When I start working on a book, it’s like setting out on an ocean voyage without a map. I get a theme, an idea, some kind of coherence on a subject,* then start.

When I built my first house in Mill Valley in the early ’60s, my friend Bob Whiteley and I laid out the foundation lines in chalk on the ground. “What do we do now, Bob,” I asked.

Bob said “This,” and took pick and shovel and started digging the foundation trench.

It’s been my M.O. all my life. When I don’t know what to do, I start. Things (usually) sort themselves out in the process. (I know, I know, I’ve said all this before…)

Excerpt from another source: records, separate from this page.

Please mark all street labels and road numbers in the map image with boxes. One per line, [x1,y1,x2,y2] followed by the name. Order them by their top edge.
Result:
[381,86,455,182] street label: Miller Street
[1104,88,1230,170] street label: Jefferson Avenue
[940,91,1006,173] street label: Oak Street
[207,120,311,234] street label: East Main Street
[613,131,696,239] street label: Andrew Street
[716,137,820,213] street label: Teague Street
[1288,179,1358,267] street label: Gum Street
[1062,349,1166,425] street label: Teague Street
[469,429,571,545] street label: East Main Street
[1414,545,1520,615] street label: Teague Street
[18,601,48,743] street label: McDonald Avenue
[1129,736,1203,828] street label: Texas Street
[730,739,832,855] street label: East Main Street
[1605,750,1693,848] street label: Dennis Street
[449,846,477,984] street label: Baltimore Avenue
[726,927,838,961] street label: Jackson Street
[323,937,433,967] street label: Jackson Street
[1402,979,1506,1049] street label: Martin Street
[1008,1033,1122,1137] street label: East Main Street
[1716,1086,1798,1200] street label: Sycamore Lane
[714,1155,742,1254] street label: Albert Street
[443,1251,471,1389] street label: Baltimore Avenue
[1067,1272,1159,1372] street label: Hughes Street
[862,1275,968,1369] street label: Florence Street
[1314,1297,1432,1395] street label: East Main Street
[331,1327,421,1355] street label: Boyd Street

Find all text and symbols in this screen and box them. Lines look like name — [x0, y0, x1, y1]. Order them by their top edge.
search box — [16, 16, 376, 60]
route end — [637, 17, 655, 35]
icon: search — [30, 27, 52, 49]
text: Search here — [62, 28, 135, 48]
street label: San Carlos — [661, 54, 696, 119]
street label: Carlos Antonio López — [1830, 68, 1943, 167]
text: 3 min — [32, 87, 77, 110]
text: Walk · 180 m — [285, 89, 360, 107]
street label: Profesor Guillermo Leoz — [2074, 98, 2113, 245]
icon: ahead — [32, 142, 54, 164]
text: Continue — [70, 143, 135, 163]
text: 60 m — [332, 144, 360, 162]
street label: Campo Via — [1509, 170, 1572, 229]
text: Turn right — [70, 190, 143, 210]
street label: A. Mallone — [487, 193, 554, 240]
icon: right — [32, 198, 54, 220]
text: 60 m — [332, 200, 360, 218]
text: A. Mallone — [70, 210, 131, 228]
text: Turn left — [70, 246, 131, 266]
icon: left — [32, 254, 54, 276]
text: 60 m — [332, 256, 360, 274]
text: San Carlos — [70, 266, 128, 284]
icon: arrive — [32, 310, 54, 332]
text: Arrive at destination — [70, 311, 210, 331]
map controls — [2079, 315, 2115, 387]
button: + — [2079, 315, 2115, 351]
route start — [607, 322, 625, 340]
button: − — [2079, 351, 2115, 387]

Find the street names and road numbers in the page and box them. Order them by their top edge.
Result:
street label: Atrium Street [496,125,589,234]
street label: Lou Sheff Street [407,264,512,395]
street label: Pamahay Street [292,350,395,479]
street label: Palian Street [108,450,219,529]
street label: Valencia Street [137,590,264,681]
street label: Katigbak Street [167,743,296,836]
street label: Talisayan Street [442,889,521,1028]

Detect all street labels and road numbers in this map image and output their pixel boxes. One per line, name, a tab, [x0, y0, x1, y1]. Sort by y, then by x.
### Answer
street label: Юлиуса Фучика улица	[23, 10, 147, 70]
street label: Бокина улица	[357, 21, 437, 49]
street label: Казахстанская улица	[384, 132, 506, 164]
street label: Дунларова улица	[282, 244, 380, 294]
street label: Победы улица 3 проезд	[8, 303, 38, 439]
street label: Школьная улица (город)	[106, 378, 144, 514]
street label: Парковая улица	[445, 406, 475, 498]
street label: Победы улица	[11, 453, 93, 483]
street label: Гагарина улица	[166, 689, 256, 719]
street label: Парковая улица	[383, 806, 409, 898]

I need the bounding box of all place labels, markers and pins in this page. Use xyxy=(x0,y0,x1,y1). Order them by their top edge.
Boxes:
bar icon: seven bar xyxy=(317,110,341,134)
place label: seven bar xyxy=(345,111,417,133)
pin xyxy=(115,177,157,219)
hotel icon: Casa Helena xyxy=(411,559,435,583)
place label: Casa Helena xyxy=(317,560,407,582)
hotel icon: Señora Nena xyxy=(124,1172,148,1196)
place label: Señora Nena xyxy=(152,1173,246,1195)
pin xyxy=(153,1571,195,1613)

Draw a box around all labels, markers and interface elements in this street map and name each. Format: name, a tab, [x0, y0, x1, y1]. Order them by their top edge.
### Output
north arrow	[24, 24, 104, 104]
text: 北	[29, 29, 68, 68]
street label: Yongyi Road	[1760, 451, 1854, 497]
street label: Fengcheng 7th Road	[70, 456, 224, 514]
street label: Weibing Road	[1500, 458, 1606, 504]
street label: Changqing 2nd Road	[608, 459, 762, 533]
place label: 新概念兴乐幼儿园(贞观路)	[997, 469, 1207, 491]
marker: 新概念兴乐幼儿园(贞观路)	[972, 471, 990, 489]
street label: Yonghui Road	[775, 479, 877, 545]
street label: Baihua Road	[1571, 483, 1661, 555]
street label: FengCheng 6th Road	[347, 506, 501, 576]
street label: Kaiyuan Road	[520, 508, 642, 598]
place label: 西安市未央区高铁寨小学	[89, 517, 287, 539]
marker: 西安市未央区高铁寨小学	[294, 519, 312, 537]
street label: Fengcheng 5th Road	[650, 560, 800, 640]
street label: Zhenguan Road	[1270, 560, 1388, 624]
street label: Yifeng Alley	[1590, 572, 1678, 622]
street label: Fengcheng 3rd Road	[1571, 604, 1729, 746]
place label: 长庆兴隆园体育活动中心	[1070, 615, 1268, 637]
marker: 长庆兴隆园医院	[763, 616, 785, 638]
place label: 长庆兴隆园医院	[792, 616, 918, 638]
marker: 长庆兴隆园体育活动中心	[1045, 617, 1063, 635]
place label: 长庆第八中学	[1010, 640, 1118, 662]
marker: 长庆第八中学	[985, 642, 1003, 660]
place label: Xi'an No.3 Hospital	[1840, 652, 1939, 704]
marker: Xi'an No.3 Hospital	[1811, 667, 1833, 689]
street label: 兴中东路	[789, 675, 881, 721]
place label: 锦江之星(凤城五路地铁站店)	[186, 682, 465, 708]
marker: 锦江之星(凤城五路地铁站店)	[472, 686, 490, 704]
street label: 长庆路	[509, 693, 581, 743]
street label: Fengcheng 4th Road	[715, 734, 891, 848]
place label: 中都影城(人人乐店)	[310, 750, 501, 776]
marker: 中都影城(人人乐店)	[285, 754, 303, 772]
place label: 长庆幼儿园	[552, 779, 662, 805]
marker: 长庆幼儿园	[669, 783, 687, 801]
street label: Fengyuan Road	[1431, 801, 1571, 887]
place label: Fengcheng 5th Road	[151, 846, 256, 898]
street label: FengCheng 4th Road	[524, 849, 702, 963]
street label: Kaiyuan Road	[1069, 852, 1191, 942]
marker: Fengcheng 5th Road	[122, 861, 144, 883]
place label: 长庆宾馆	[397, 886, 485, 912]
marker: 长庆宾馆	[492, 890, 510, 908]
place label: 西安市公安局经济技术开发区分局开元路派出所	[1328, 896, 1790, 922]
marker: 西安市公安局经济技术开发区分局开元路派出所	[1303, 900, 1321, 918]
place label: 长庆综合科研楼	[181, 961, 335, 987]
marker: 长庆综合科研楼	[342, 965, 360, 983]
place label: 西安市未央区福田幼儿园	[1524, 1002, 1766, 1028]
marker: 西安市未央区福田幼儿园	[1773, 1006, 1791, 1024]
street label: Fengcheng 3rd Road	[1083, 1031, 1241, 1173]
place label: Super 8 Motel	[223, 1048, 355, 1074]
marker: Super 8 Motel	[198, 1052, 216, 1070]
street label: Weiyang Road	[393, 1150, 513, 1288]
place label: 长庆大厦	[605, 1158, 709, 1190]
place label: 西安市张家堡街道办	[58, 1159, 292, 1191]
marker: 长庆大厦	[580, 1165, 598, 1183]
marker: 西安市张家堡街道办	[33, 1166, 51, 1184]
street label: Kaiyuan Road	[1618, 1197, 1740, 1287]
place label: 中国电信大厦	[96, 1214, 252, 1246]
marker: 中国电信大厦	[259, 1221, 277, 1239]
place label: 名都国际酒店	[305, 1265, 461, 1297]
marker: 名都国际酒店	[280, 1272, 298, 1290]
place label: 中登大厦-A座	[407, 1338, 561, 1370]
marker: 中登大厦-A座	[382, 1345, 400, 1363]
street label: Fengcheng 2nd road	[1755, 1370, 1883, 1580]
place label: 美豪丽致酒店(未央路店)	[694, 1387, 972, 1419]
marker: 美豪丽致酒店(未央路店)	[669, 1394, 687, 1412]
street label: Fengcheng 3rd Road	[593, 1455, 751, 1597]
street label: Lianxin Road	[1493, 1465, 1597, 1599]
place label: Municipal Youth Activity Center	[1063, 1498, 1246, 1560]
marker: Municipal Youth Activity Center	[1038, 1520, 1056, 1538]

This book is about the tools and techniques Lesley and I have evolved in building a home and growing food (and creating a bunch of things) on a small piece of land over a 40+-year period.

I started by writing it in chapters: The House / The Kitchen / Kitchen Tools / The Garden / Garden Tools / Chickens / Food / Foraging/ /Fishing / The Shop / Shop / Shop Tools / Roadkill / Critters…What we’ve learned; what’s worked, what hasn’t…

Then I went through some 50,000 digital pictures and picked out 7-800 photos, printed them out contact sheets (12-up) and started organizing them under the above categories.

Next step: starting to put pages together; I am totally excited. I have (kind of unknowingly) been gathering material for this book for decades.

Now I gotta get out of here. Not only is it a gorgeous fresh spring day, but it’s my time of the year. Tauruses are feelin good…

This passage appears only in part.